Rachel Seabrook from the Institute of Alcohol Studies says: “A lot of people don’t realise, or forget, that alcohol can stay in their systems for a long time. On average, the body can process one unit of alcohol per hour. This means that if you get through a bottle of wine in an evening, it can still be affecting you at nine or ten o’clock the next morning. The more you drink, the longer it takes your body to get rid of the alcohol.

“While men mostly drink beer, women are more likely to drink wine. This makes it more difficult to keep track of how much they are drinking, because while it might be common knowledge that there is one unit of alcohol in a glass of wine, this simply isn’t true these days. Wine is being served in bigger and bigger glasses, so that a standard glass of wine now contains more than two units and a large glass contains more than three units of alcohol. This means that a woman who has drunk a glass or two of chardonnay may think she’ll be under the limit, but actually she’s drunk two or three times as much alcohol as she thinks she has.

“We may like to think that women are equal to men in all things, but when it comes to alcohol, there are biological differences that we can’t get away from. Women are smaller on average than men, so there is less physical frame to absorb the alcohol. Also women have on average 10 per cent more fat than men. This means there is less bodily fluid to dilute alcohol, so it travels around women’s bodies in a more concentrated form. The end result is that, however small in quantity, alcohol affects women faster and also takes longer to leave the system, particularly after heavy drinking sessions.”

The research also found that while women are willing to take more of a risk at Christmas, men are still the worst when it comes to the total units of alcohol they will consume before jumping into the car. 20 per cent of those surveyed admitted to getting into the car the next morning after having more than 14 units to drink the night before, while one in three admit to regularly driving after they’ve had a drink.

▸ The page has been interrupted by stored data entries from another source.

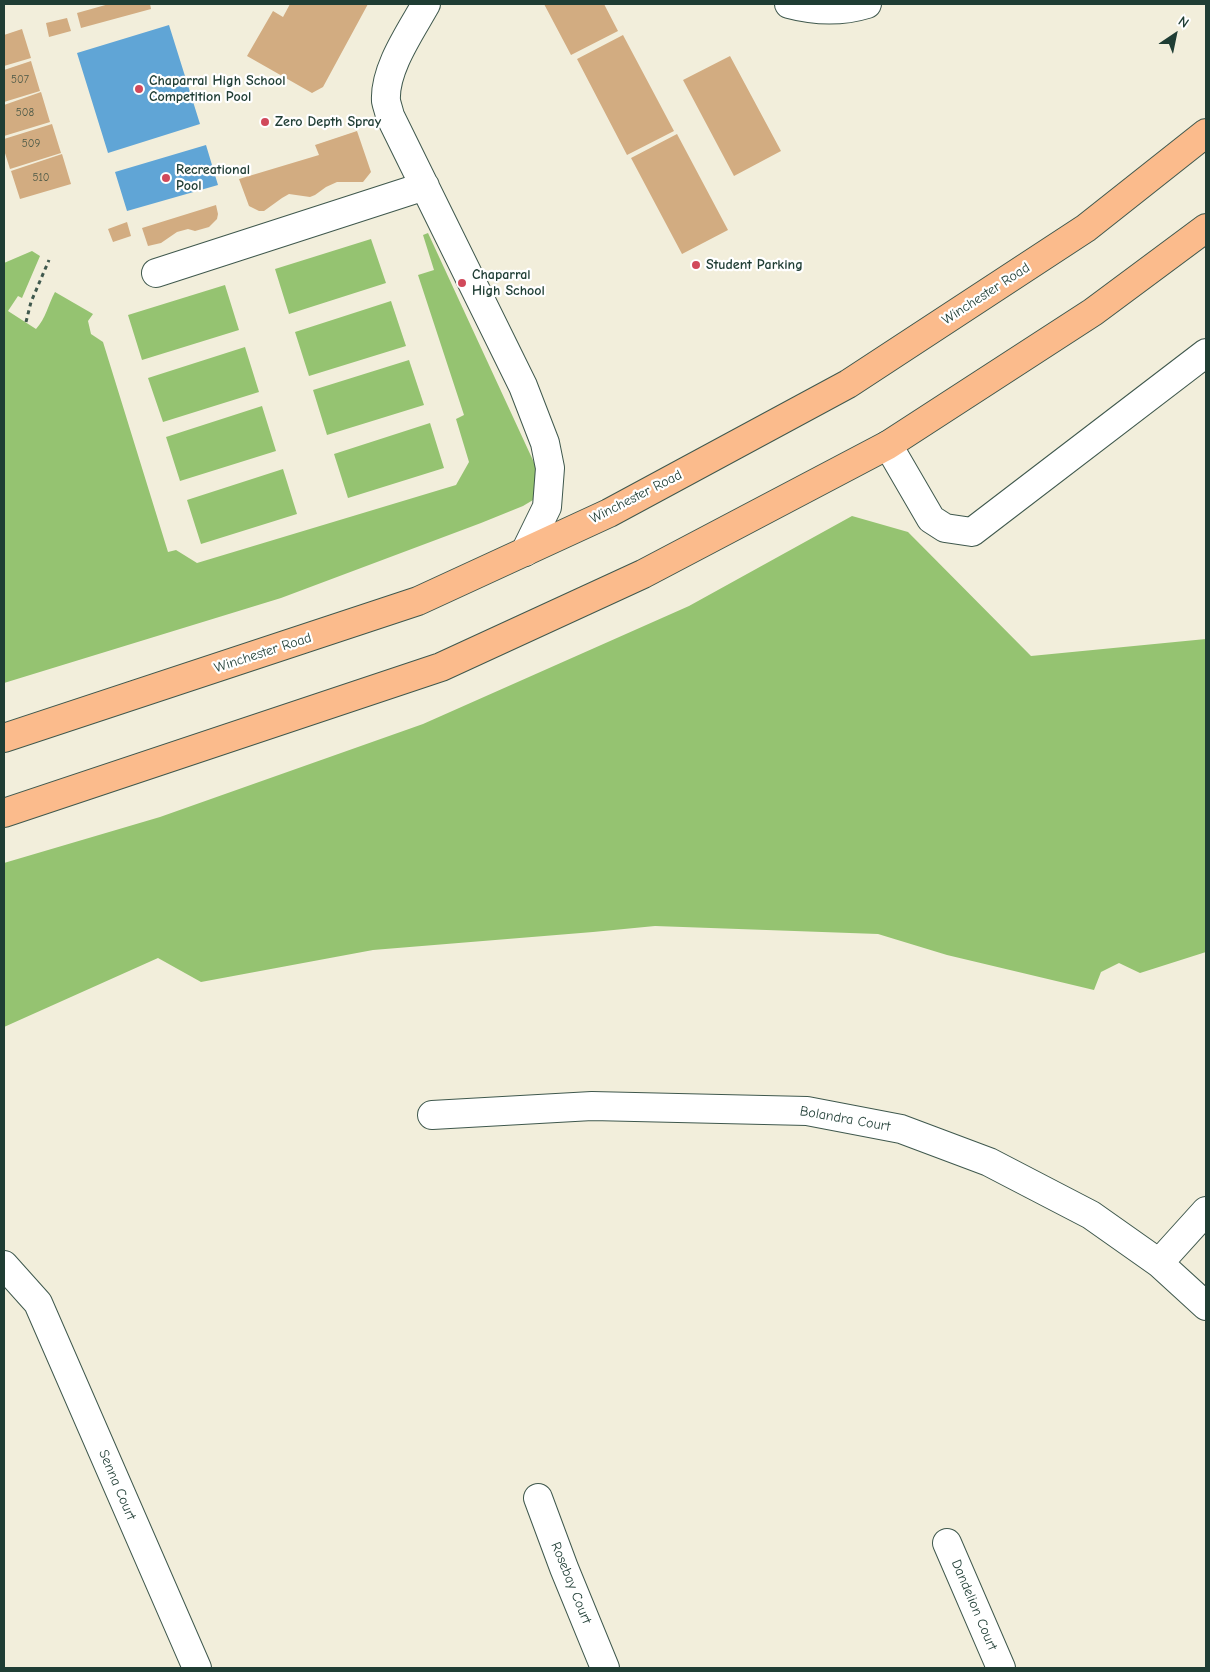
<!DOCTYPE html>
<html>
<head>
<meta charset="utf-8">
<style>
  body { margin:0 }
  #map { position:relative; width:1210px; height:1672px; overflow:hidden; background:#f2eedb; font-family:"Comic Neue",sans-serif }
  canvas { display:block }
  .frame { position:absolute; inset:0; border:5px solid #1f3d34; pointer-events:none }
  .north { position:absolute; left:1150px; top:10px; width:50px; height:50px; -webkit-text-stroke:4px #fff; paint-order:stroke; rotate:34deg; font-size:14px; font-weight:700; line-height:20px; text-align:center; color:#1f3d34 }
  .north::after { content:''; display:block; margin:auto; width:18px; height:22px; background:#1f3d34; clip-path:polygon(50% 0,100% 100%,50% 72%,0 100%) }
</style>
</head>
<body>
<div id="map">
<canvas width="1210" height="1672"></canvas>
<div class="frame"></div>
<div class="north">N</div>
</div>
<script>
const c = document.querySelector('canvas').getContext('2d');
c.lineJoin = 'round';
function fill(path, color) { c.fillStyle = color; c.fill(path, 'evenodd'); }
function stroke(path, color, width, dash) { c.strokeStyle = color; c.lineWidth = width; c.lineCap = dash ? 'butt' : 'round'; c.setLineDash(dash || []); c.stroke(path); }
function write(font, color, halo, rows, align = 'center') {
  c.font = font + ' "Comic Neue",sans-serif'; c.lineWidth = 4.5; c.setLineDash([]); c.textBaseline = 'middle'; c.strokeStyle = halo; c.fillStyle = color; for (const [text, x, y, turn = 0] of rows) {
    c.save(); c.translate(x, y); c.rotate((+turn || 0) * Math.PI / 180); c.textAlign = isNaN(turn) ? turn : align; if (halo) c.strokeText(text, 0, 0); c.fillText(text, 0, 0); c.restore();
  }
}
fill(new Path2D(`
  M428 233 537 469 536 486 533 500 523 506 481 523 281 598 4 683V263L32 251 40 256 22 298 18 296 8 311 36 329C46 318 48 305 55 292L93 314 88 321 91 334 103 342 168 552 176 550 197 563 456 485 469 462 456 419 464 415 418 275 434 270 423 235Z
  M371 239 386 283 289 314 275 269Z
  M225 285 239 330 142 360 128 315Z
  M391 301 406 346 309 376 295 332Z
  M245 347 259 392 163 422 148 378Z
  M409 360 424 405 327 435 313 390Z
  M262 406 276 451 180 481 166 437Z
  M430 423 444 468 348 498 334 454Z
  M283 469 297 514 201 544 187 500Z
  M852 516 908 532 1031 656 1206 639V952L1140 973 1119 963 1101 972 1094 990 947 955 878 934 655 926 593 932 373 950 201 982 158 958 4 1027V863L160 817 423 724 689 606Z`), '#95c371');
fill(new Path2D(`
  M169 25 200 124 108 153 77 53Z
  M206 145 218 185 127 211 115 172Z`), '#60a5d6');
fill(new Path2D(`
  M109 4H150L151 9 81 28 77 13Z
  M290 4H368L323 87 312 93 247 56 273 11 283 17Z
  M544 4H604L618 31 571 55Z
  M67 18 71 31 49 37 46 23Z
  M22 29 31 58 4 66V35Z
  M623 35 674 131 627 155 577 59Z
  M730 56 781 151 734 176 683 80Z
  M31 61 40 91 4 102V70Z
  M41 92 50 122 4 136V105Z
  M52 124 61 153 10 169 4 150V139Z
  M357 131 371 172 363 182H337L326 187 315 195 310 197 289 194 282 198 264 211H259L249 206 239 179 319 155 315 145Z
  M677 134 728 230 682 254 631 158Z
  M62 154 71 184 20 199 11 171Z
  M216 205 218 214 217 219 209 227 195 231 188 229 177 232 161 243 148 246 142 228Z
  M127 222 131 236 113 242 108 229Z`), '#d2ac81');
const minor = new Path2D(`
  M426 4C411 31 384 69 386 101 387 106 389 111 390 116L523 386 545 443 550 468 547 507 525 552
  M789 4C815 11 841 12 867 4
  M156 273 425 186
  M888 445 931 519 945 528 972 532 1206 353
  M432 1115 592 1106 807 1111 901 1129 989 1162 1091 1215 1159 1263 1206 1306
  M1159 1263 1206 1211
  M4 1265 38 1303 197 1668
  M538 1498 564 1568 605 1668
  M947 1543 1001 1668`);
const major = new Path2D(`
  M4 738 418 601 609 513 848 384 1086 228 1206 133
  M4 813 441 667 643 574 888 445 1093 312 1206 228`);
stroke(minor, '#3f584d', 30);
stroke(major, '#3f584d', 30);
stroke(new Path2D(`
  M26 322 31 302 49 260`), '#3f584d', 3, [4, 4]);
stroke(minor, '#fff', 28);
stroke(major, '#fbbb8c', 28);
for (const [x, y, r, color] of [
  [139,89,5,"#d1495b"],
  [265,122,5,"#d1495b"],
  [166,178,5,"#d1495b"],
  [696,265,5,"#d1495b"],
  [462,283,5,"#d1495b"]
]) { const dot = new Path2D(); dot.arc(x, y, r, 0, 2 * Math.PI); c.fillStyle = color; c.fill(dot); stroke(dot, '#fff', 2); }
write('11px', '#4c5947', null, [
  ["507",20,80],
  ["508",25,113],
  ["509",31,144],
  ["510",41,178]
]);
write('bold 14px', '#1f3d34', '#fff', [
  ["Chaparral High School",149,81],
  ["Competition Pool",149,97],
  ["Zero Depth Spray",275,122],
  ["Recreational",176,170],
  ["Pool",176,186],
  ["Student Parking",706,265],
  ["Chaparral",472,275],
  ["High School",472,291]
], 'left');
write('14px', '#1f3d34', '#fff', [
  ["Winchester Road",986,294,-33],
  ["Winchester Road",636,497,-27],
  ["Winchester Road",263,653,-18],
  ["Bolandra Court",845,1119,10],
  ["Senna Court",117,1485,67],
  ["Rosebay Court",571,1583,68],
  ["Dandelion Court",974,1605,67]
]);
</script>
</body>
</html>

The Autoglass research comes at a time when the Government is considering cutting the legal alcohol limit from 80mg in 100ml of blood to 50mg. The reduction would bring Britain in to line with other European countries and could see drivers over the legal threshold after a single drink. Police could also be given powers to stop and breathalyse drivers at random, even if their driving gives no cause for concern.

Nigel Doggett, managing director of Autoglass , says: “With 3,000 people killed or seriously injured each year in drink drive collisions, we are extremely shocked by these latest findings and fully support the Government’s plans to reduce the alcohol limit further.

“It seems that for many drivers, Christmas is the one time of year when they are prepared to put themselves and others at unnecessary risk by drinking and driving and worryingly for women, just one glass of wine can make a dangerous difference. We urge all drivers to understand that if they want to drink, it is important they don’t drive, at Christmas and indeed all year round.”